= WORK INSTRUCTIONS =
Print the complete listing so that it matches the original exactly.

= DATA =
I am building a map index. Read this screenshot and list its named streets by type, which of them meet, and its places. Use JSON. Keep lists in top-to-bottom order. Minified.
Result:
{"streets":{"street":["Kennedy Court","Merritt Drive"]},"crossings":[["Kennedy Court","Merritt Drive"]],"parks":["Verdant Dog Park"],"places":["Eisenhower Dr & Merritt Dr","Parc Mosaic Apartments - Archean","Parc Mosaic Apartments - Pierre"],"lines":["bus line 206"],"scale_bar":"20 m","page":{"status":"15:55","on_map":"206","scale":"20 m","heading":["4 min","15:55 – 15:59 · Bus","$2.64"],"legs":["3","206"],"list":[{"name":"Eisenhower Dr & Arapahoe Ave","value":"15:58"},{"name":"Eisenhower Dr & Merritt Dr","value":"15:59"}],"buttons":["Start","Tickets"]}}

= WRITTEN RESPONSE =
I am building a map index. Read this screenshot and list its named streets by type, which of them meet, and its places. Use JSON. Keep lists in top-to-bottom order. Minified.
Result:
{"streets":{"street":["Kennedy Court","Merritt Drive"]},"crossings":[["Kennedy Court","Merritt Drive"]],"parks":["Verdant Dog Park"],"places":["Eisenhower Dr & Merritt Dr","Parc Mosaic Apartments - Archean","Parc Mosaic Apartments - Pierre"],"lines":["bus line 206"],"scale_bar":"20 m","page":{"status":"15:55","on_map":"206","scale":"20 m","heading":["4 min","15:55 – 15:59 · Bus","$2.64"],"legs":["3","206"],"list":[{"name":"Eisenhower Dr & Arapahoe Ave","value":"15:58"},{"name":"Eisenhower Dr & Merritt Dr","value":"15:59"}],"buttons":["Start","Tickets"]}}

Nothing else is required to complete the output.